* _Exercise_
Return a copy of every line in the records that includes the word "Nursing".

* _Data to examine_
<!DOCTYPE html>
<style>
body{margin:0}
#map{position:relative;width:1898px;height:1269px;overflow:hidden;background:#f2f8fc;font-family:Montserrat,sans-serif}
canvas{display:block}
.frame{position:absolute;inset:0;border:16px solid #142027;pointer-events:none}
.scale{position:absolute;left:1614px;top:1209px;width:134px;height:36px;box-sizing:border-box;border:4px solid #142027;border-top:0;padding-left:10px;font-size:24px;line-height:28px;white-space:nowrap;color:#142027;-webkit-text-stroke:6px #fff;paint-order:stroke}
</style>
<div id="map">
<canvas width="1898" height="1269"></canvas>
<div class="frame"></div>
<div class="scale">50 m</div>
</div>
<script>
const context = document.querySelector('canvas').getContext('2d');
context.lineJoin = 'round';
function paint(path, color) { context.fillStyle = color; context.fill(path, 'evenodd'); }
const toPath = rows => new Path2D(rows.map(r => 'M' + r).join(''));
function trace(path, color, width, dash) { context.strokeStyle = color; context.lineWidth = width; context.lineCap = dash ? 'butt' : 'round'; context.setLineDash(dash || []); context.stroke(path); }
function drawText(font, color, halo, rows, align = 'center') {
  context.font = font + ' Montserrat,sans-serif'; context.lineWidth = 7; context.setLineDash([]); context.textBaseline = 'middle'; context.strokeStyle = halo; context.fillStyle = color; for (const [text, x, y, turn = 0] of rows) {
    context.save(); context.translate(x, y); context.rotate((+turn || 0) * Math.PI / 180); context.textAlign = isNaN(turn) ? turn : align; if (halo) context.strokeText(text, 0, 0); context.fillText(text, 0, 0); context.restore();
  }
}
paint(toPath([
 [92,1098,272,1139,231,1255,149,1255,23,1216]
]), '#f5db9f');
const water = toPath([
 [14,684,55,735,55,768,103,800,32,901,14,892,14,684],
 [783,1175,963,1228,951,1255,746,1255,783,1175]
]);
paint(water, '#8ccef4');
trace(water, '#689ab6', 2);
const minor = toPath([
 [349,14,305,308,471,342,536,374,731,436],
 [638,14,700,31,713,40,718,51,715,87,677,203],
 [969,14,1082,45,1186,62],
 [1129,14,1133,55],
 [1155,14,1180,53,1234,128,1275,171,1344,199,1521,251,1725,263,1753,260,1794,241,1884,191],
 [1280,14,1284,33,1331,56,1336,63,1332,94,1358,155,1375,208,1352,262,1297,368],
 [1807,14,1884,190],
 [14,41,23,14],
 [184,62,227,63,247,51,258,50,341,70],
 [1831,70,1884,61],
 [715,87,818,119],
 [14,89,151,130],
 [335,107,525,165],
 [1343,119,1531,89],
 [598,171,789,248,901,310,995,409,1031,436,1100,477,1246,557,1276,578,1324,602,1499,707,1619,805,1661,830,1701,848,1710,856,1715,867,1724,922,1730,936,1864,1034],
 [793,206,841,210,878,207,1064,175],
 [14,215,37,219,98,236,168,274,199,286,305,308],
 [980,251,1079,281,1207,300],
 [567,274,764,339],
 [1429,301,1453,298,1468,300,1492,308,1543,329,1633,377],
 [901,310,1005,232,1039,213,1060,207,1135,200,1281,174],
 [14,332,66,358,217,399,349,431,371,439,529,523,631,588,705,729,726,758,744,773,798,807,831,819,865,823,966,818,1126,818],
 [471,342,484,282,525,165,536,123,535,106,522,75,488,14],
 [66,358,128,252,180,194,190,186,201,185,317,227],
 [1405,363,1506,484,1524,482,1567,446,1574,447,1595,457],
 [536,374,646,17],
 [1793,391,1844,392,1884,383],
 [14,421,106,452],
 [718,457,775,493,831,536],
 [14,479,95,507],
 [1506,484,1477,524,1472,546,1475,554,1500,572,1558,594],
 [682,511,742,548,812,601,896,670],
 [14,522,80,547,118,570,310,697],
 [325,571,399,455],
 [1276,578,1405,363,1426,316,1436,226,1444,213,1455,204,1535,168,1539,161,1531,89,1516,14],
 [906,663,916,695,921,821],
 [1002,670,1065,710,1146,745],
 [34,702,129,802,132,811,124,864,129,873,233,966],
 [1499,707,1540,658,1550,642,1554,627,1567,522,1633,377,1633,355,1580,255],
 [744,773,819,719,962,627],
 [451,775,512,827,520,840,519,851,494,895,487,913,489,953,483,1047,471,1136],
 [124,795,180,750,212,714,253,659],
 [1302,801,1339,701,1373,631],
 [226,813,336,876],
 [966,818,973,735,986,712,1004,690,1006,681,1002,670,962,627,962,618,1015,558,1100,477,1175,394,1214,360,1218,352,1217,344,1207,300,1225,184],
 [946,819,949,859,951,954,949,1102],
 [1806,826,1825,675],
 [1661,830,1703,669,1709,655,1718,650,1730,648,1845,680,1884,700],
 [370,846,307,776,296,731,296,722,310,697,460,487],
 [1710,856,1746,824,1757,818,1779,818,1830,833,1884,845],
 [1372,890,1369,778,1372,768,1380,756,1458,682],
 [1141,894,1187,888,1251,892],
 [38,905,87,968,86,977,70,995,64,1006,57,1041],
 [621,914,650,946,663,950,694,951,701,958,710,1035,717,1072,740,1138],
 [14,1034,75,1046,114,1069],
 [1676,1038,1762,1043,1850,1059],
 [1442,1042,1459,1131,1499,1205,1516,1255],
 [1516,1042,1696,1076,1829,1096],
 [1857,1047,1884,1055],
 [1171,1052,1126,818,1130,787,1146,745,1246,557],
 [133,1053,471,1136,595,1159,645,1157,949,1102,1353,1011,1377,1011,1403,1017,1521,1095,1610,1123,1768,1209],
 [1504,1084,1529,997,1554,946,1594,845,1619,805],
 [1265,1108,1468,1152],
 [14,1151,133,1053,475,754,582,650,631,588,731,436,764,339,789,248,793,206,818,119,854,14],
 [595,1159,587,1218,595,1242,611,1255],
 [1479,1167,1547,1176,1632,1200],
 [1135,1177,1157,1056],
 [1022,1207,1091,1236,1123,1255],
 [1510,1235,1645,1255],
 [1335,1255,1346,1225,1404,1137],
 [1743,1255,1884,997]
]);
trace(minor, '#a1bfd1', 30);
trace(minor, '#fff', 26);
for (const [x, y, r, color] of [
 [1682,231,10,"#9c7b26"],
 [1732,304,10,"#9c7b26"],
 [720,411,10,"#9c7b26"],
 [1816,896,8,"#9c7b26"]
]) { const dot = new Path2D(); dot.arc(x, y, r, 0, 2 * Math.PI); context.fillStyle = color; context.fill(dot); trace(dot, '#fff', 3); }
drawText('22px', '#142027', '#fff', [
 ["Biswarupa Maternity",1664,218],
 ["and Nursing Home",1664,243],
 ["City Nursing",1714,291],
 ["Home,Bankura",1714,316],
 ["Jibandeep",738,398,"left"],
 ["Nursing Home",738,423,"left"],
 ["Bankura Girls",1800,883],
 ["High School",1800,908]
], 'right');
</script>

* _Answer space_
 ["and Nursing Home",1664,243],
 ["City Nursing",1714,291],
 ["Nursing Home",738,423,"left"],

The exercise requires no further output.